• **To do**: The entries should be given again so that each one matches the original exactly.

Saved entries
- - -

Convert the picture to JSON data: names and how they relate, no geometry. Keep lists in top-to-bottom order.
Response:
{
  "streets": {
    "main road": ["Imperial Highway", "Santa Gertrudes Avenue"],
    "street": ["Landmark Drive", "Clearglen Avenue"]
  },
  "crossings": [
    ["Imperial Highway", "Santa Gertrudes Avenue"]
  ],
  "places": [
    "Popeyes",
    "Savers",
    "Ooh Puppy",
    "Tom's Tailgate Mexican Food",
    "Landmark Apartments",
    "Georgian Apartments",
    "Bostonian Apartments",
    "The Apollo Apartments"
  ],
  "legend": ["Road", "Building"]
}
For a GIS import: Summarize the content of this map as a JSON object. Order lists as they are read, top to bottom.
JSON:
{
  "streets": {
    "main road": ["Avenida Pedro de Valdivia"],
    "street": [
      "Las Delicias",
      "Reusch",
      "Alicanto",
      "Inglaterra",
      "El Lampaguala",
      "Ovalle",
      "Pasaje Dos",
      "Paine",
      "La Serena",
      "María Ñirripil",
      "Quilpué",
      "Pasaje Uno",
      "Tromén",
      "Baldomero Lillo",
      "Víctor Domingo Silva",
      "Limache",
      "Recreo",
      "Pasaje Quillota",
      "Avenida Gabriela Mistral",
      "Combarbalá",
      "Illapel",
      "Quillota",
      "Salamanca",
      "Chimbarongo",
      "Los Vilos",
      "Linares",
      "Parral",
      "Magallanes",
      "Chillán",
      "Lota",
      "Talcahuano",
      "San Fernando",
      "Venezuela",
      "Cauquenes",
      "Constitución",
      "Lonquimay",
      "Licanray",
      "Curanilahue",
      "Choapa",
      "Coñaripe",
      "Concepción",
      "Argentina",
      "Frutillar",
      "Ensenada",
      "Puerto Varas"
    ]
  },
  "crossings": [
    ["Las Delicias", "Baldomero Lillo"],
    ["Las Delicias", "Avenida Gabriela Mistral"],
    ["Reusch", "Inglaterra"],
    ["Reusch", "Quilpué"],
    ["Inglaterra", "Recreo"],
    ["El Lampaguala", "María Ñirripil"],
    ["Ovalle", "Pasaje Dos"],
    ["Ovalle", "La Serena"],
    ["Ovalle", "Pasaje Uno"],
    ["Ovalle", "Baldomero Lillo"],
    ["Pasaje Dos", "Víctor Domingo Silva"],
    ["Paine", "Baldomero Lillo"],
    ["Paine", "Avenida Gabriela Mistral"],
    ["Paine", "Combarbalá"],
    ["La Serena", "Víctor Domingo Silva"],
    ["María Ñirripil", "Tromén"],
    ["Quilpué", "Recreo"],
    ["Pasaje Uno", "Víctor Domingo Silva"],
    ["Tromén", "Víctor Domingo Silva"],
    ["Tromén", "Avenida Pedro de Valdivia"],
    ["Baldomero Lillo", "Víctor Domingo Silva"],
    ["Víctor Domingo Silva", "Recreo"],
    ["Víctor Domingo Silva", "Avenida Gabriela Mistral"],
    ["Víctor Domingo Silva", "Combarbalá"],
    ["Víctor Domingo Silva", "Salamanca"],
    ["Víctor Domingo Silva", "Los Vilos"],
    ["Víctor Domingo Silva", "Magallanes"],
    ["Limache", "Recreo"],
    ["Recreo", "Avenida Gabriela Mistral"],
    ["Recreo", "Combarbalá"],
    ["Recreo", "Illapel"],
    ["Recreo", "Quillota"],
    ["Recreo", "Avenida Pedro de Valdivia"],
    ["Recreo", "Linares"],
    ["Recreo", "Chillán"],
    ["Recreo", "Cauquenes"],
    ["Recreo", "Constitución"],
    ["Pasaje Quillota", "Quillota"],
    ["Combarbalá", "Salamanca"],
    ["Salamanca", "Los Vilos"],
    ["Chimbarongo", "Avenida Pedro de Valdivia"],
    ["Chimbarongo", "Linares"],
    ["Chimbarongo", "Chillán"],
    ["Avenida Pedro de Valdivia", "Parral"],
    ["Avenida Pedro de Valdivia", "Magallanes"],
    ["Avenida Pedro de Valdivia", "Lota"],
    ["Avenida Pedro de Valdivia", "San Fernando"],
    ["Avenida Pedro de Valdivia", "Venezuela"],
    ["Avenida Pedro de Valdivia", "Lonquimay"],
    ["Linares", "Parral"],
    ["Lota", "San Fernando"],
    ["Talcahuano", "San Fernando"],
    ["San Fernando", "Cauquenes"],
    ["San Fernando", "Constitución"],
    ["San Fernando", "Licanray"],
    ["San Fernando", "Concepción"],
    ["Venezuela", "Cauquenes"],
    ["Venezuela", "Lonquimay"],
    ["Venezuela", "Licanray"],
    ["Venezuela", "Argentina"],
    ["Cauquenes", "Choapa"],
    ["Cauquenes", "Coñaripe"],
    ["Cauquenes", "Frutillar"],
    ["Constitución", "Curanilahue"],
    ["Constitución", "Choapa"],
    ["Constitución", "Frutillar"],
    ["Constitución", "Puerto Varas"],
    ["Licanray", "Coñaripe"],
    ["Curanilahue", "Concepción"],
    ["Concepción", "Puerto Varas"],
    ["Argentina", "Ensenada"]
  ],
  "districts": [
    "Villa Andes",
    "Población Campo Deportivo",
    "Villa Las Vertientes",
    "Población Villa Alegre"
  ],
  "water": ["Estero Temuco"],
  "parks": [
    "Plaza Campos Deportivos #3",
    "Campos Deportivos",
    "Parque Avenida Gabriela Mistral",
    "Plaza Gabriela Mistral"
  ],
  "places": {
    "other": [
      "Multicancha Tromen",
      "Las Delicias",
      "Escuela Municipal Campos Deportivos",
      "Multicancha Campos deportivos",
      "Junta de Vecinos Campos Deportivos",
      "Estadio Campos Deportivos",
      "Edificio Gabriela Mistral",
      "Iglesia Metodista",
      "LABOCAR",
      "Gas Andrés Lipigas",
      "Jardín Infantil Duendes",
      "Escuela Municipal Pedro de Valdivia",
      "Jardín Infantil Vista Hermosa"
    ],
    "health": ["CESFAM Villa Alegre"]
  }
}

- - -

• **Task response**:
Convert the picture to JSON data: names and how they relate, no geometry. Keep lists in top-to-bottom order.
Response:
{
  "streets": {
    "main road": ["Imperial Highway", "Santa Gertrudes Avenue"],
    "street": ["Landmark Drive", "Clearglen Avenue"]
  },
  "crossings": [
    ["Imperial Highway", "Santa Gertrudes Avenue"]
  ],
  "places": [
    "Popeyes",
    "Savers",
    "Ooh Puppy",
    "Tom's Tailgate Mexican Food",
    "Landmark Apartments",
    "Georgian Apartments",
    "Bostonian Apartments",
    "The Apollo Apartments"
  ],
  "legend": ["Road", "Building"]
}
For a GIS import: Summarize the content of this map as a JSON object. Order lists as they are read, top to bottom.
JSON:
{
  "streets": {
    "main road": ["Avenida Pedro de Valdivia"],
    "street": [
      "Las Delicias",
      "Reusch",
      "Alicanto",
      "Inglaterra",
      "El Lampaguala",
      "Ovalle",
      "Pasaje Dos",
      "Paine",
      "La Serena",
      "María Ñirripil",
      "Quilpué",
      "Pasaje Uno",
      "Tromén",
      "Baldomero Lillo",
      "Víctor Domingo Silva",
      "Limache",
      "Recreo",
      "Pasaje Quillota",
      "Avenida Gabriela Mistral",
      "Combarbalá",
      "Illapel",
      "Quillota",
      "Salamanca",
      "Chimbarongo",
      "Los Vilos",
      "Linares",
      "Parral",
      "Magallanes",
      "Chillán",
      "Lota",
      "Talcahuano",
      "San Fernando",
      "Venezuela",
      "Cauquenes",
      "Constitución",
      "Lonquimay",
      "Licanray",
      "Curanilahue",
      "Choapa",
      "Coñaripe",
      "Concepción",
      "Argentina",
      "Frutillar",
      "Ensenada",
      "Puerto Varas"
    ]
  },
  "crossings": [
    ["Las Delicias", "Baldomero Lillo"],
    ["Las Delicias", "Avenida Gabriela Mistral"],
    ["Reusch", "Inglaterra"],
    ["Reusch", "Quilpué"],
    ["Inglaterra", "Recreo"],
    ["El Lampaguala", "María Ñirripil"],
    ["Ovalle", "Pasaje Dos"],
    ["Ovalle", "La Serena"],
    ["Ovalle", "Pasaje Uno"],
    ["Ovalle", "Baldomero Lillo"],
    ["Pasaje Dos", "Víctor Domingo Silva"],
    ["Paine", "Baldomero Lillo"],
    ["Paine", "Avenida Gabriela Mistral"],
    ["Paine", "Combarbalá"],
    ["La Serena", "Víctor Domingo Silva"],
    ["María Ñirripil", "Tromén"],
    ["Quilpué", "Recreo"],
    ["Pasaje Uno", "Víctor Domingo Silva"],
    ["Tromén", "Víctor Domingo Silva"],
    ["Tromén", "Avenida Pedro de Valdivia"],
    ["Baldomero Lillo", "Víctor Domingo Silva"],
    ["Víctor Domingo Silva", "Recreo"],
    ["Víctor Domingo Silva", "Avenida Gabriela Mistral"],
    ["Víctor Domingo Silva", "Combarbalá"],
    ["Víctor Domingo Silva", "Salamanca"],
    ["Víctor Domingo Silva", "Los Vilos"],
    ["Víctor Domingo Silva", "Magallanes"],
    ["Limache", "Recreo"],
    ["Recreo", "Avenida Gabriela Mistral"],
    ["Recreo", "Combarbalá"],
    ["Recreo", "Illapel"],
    ["Recreo", "Quillota"],
    ["Recreo", "Avenida Pedro de Valdivia"],
    ["Recreo", "Linares"],
    ["Recreo", "Chillán"],
    ["Recreo", "Cauquenes"],
    ["Recreo", "Constitución"],
    ["Pasaje Quillota", "Quillota"],
    ["Combarbalá", "Salamanca"],
    ["Salamanca", "Los Vilos"],
    ["Chimbarongo", "Avenida Pedro de Valdivia"],
    ["Chimbarongo", "Linares"],
    ["Chimbarongo", "Chillán"],
    ["Avenida Pedro de Valdivia", "Parral"],
    ["Avenida Pedro de Valdivia", "Magallanes"],
    ["Avenida Pedro de Valdivia", "Lota"],
    ["Avenida Pedro de Valdivia", "San Fernando"],
    ["Avenida Pedro de Valdivia", "Venezuela"],
    ["Avenida Pedro de Valdivia", "Lonquimay"],
    ["Linares", "Parral"],
    ["Lota", "San Fernando"],
    ["Talcahuano", "San Fernando"],
    ["San Fernando", "Cauquenes"],
    ["San Fernando", "Constitución"],
    ["San Fernando", "Licanray"],
    ["San Fernando", "Concepción"],
    ["Venezuela", "Cauquenes"],
    ["Venezuela", "Lonquimay"],
    ["Venezuela", "Licanray"],
    ["Venezuela", "Argentina"],
    ["Cauquenes", "Choapa"],
    ["Cauquenes", "Coñaripe"],
    ["Cauquenes", "Frutillar"],
    ["Constitución", "Curanilahue"],
    ["Constitución", "Choapa"],
    ["Constitución", "Frutillar"],
    ["Constitución", "Puerto Varas"],
    ["Licanray", "Coñaripe"],
    ["Curanilahue", "Concepción"],
    ["Concepción", "Puerto Varas"],
    ["Argentina", "Ensenada"]
  ],
  "districts": [
    "Villa Andes",
    "Población Campo Deportivo",
    "Villa Las Vertientes",
    "Población Villa Alegre"
  ],
  "water": ["Estero Temuco"],
  "parks": [
    "Plaza Campos Deportivos #3",
    "Campos Deportivos",
    "Parque Avenida Gabriela Mistral",
    "Plaza Gabriela Mistral"
  ],
  "places": {
    "other": [
      "Multicancha Tromen",
      "Las Delicias",
      "Escuela Municipal Campos Deportivos",
      "Multicancha Campos deportivos",
      "Junta de Vecinos Campos Deportivos",
      "Estadio Campos Deportivos",
      "Edificio Gabriela Mistral",
      "Iglesia Metodista",
      "LABOCAR",
      "Gas Andrés Lipigas",
      "Jardín Infantil Duendes",
      "Escuela Municipal Pedro de Valdivia",
      "Jardín Infantil Vista Hermosa"
    ],
    "health": ["CESFAM Villa Alegre"]
  }
}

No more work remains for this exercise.